In this year, Springtime seems particularly poignant. As we very slowly move from a year of winter, a year of lent, into what’s next, it really does feel like SPRING, all caps. As people are being vaccinated, as we slowly move into a new way of being outside and around one another, as life slowly moves forward after a year of minimal movement, spring seems to have an all new meaning, at least for me. But this isn’t a California spring, a few weeks of beautiful weather, green mountains, wild flowers and then summer is here. It may be more like a midwestern spring: one day it’s snowing and then another day green is peeking out of the ground and another day the frost hits again and finally there are sure signs that the trees are budding and frost may hit again, but it won’t keep spring from coming. Spring is coming. It may not be as swift as we would like. It may not be as easy as we would like. And it won’t look exactly like it did.
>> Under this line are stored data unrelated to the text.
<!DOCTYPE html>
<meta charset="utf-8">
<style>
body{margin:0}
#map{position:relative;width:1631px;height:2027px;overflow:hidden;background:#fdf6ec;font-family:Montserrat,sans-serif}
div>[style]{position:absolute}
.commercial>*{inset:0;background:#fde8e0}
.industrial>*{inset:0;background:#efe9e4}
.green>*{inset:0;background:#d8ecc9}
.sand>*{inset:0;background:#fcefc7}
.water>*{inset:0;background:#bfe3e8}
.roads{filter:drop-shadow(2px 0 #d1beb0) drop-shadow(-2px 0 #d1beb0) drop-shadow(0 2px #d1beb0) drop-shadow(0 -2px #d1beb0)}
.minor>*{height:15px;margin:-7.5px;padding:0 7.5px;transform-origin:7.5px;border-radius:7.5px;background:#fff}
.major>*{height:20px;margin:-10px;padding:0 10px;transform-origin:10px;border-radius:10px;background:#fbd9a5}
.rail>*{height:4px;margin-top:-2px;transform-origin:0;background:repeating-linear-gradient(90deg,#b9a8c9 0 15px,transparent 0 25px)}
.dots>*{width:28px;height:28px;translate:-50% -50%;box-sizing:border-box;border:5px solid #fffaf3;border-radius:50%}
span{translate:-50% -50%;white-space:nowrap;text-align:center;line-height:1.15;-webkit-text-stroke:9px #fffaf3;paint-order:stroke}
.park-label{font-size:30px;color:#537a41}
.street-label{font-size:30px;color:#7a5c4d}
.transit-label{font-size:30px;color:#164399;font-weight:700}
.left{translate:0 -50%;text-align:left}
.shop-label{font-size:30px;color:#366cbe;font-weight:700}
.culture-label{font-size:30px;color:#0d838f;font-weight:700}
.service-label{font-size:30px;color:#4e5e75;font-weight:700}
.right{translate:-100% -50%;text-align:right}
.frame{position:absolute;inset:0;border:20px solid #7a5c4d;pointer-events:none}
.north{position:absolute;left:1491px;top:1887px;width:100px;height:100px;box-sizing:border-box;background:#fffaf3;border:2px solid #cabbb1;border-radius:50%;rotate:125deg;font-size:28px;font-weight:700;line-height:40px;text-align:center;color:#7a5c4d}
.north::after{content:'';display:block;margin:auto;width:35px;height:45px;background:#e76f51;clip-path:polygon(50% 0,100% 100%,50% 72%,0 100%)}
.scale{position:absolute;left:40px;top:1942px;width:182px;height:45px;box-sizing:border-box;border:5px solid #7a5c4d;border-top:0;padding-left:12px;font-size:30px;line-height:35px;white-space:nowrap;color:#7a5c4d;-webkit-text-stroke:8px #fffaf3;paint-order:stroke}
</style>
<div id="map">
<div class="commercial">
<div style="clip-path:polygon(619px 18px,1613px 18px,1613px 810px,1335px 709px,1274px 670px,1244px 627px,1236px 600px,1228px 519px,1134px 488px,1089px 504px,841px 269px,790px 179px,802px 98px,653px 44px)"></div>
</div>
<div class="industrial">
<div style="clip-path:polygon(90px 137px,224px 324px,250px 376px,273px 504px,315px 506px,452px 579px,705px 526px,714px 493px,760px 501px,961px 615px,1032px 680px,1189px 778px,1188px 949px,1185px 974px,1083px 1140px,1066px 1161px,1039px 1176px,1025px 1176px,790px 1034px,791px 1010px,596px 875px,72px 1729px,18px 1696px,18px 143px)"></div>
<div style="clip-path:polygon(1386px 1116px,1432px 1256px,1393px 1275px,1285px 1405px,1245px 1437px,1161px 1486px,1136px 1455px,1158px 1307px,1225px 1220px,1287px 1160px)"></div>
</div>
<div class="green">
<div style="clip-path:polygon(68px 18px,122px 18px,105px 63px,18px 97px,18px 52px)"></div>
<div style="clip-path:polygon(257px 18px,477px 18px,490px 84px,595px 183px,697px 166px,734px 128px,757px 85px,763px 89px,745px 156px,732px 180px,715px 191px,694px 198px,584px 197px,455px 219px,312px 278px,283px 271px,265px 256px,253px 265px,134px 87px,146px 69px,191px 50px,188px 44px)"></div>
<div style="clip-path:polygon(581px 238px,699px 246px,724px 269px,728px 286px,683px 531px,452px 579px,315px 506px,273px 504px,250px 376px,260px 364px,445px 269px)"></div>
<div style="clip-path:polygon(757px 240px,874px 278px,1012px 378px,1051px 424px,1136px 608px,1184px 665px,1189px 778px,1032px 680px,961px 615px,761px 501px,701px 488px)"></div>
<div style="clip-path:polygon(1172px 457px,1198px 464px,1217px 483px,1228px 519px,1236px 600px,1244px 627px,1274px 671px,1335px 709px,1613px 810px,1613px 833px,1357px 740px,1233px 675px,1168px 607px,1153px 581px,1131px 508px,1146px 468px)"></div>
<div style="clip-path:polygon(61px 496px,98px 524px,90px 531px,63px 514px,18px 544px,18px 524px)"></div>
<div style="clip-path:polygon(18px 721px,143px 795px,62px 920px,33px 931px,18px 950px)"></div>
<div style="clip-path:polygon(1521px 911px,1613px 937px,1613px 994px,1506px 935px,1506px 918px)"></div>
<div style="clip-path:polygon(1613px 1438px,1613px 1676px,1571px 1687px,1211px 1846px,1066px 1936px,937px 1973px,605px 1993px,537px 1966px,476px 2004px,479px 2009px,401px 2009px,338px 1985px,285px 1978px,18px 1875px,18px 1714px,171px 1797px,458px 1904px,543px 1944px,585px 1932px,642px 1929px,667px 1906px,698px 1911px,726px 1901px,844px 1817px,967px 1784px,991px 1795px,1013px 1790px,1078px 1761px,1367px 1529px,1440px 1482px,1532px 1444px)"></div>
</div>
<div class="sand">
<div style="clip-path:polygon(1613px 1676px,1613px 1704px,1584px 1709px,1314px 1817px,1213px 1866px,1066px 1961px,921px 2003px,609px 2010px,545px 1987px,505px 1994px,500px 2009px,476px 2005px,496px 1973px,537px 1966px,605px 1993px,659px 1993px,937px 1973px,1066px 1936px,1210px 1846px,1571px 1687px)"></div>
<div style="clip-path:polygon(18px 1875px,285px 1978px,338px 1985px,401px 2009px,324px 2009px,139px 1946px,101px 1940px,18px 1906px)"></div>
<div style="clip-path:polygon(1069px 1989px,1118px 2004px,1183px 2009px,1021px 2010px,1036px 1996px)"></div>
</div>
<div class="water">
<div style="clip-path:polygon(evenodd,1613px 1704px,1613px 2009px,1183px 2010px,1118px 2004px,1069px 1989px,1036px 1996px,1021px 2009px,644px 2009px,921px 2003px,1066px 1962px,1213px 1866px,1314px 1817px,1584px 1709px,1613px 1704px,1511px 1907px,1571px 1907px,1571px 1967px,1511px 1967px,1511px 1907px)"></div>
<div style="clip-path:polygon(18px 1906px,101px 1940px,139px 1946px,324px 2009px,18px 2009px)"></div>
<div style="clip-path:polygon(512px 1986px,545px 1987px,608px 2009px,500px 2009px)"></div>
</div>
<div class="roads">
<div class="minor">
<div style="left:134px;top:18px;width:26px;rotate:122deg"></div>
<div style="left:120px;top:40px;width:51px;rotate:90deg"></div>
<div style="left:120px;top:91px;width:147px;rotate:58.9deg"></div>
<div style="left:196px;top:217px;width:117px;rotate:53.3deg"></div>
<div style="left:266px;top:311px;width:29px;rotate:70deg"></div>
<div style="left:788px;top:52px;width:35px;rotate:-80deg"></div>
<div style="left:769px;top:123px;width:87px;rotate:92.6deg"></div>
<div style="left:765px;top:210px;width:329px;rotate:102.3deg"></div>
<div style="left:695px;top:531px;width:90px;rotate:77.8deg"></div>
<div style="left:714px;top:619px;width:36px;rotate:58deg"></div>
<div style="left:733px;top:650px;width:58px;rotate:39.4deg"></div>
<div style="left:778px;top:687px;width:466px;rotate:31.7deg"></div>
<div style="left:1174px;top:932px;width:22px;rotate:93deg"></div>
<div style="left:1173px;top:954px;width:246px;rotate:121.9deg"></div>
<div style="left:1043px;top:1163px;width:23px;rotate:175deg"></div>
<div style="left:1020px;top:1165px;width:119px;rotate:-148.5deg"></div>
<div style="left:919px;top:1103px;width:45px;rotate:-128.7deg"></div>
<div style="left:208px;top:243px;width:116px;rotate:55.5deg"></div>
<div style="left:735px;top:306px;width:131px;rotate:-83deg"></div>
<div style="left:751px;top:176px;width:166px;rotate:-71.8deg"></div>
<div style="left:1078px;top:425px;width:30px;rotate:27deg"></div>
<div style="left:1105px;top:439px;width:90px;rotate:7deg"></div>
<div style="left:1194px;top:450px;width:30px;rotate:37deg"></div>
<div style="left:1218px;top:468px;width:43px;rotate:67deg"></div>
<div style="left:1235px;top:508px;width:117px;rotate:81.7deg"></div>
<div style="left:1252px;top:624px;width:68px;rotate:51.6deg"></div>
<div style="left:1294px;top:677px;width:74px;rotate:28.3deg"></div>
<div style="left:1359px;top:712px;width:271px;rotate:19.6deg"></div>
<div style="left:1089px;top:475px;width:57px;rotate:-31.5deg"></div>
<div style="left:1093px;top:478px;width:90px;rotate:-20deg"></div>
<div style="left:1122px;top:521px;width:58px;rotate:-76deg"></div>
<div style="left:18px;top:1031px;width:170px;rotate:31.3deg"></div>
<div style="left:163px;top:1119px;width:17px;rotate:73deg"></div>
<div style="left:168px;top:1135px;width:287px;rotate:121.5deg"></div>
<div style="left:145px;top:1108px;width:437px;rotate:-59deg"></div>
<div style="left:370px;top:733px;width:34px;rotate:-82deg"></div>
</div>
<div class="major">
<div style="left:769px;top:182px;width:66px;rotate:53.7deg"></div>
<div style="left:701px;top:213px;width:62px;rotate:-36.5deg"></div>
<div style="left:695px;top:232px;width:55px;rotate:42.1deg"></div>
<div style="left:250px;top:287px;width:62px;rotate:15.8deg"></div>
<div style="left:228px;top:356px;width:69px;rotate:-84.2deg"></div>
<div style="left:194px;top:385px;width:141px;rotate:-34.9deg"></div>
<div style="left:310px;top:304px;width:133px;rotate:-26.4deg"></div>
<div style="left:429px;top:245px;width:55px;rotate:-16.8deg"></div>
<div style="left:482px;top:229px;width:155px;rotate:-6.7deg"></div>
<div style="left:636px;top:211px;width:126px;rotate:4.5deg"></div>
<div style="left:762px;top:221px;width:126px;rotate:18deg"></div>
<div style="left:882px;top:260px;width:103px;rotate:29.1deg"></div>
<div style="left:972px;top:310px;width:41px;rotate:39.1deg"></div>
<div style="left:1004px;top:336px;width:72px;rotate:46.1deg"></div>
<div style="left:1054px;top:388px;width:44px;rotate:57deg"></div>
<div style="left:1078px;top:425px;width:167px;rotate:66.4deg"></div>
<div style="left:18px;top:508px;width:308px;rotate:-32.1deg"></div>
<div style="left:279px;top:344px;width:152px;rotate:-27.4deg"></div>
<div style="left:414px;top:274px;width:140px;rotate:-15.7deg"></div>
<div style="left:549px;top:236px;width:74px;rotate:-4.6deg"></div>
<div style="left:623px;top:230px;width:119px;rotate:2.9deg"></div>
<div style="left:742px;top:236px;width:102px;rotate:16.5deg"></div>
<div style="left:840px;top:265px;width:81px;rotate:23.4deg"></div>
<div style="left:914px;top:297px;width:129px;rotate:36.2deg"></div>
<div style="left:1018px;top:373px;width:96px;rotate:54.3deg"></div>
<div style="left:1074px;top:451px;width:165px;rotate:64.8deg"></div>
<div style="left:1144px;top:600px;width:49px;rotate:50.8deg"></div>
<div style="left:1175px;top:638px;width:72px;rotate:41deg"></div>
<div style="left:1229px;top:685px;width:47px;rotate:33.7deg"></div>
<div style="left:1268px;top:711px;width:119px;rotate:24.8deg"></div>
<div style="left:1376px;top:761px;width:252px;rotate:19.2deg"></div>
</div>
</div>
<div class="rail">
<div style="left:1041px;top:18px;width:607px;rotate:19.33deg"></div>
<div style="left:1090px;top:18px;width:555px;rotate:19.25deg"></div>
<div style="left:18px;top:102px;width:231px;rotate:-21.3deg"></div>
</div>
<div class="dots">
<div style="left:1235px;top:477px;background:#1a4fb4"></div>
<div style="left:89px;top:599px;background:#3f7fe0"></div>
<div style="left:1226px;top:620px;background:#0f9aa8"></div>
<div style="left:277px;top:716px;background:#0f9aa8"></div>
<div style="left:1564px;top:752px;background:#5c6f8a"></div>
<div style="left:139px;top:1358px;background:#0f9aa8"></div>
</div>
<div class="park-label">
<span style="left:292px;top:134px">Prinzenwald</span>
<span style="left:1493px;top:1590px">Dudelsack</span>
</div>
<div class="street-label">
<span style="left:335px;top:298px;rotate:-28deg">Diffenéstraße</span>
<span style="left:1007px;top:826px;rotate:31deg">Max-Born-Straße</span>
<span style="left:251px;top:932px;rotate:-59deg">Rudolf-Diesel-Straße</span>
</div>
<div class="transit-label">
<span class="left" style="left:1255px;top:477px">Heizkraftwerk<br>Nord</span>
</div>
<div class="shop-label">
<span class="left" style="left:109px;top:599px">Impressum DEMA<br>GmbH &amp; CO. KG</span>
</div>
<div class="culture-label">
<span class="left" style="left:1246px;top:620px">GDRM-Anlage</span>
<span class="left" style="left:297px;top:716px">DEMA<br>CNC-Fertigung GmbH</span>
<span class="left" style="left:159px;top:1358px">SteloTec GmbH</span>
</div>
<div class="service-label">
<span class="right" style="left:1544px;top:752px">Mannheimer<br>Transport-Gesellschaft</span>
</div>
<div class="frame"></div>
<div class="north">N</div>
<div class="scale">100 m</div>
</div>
But spring is coming, and we can say with the poet of the song of songs,
“for now the winter is past, the rain is over and gone.
The flowers appear on the earth;
the time of singing has come,
and the voice of the turtledove is heard in our land.”
As we cautiously move forward, let us watch for spring and notice the moments of joy and redemption and resurrection all around us, and let us know that the time of singing will come.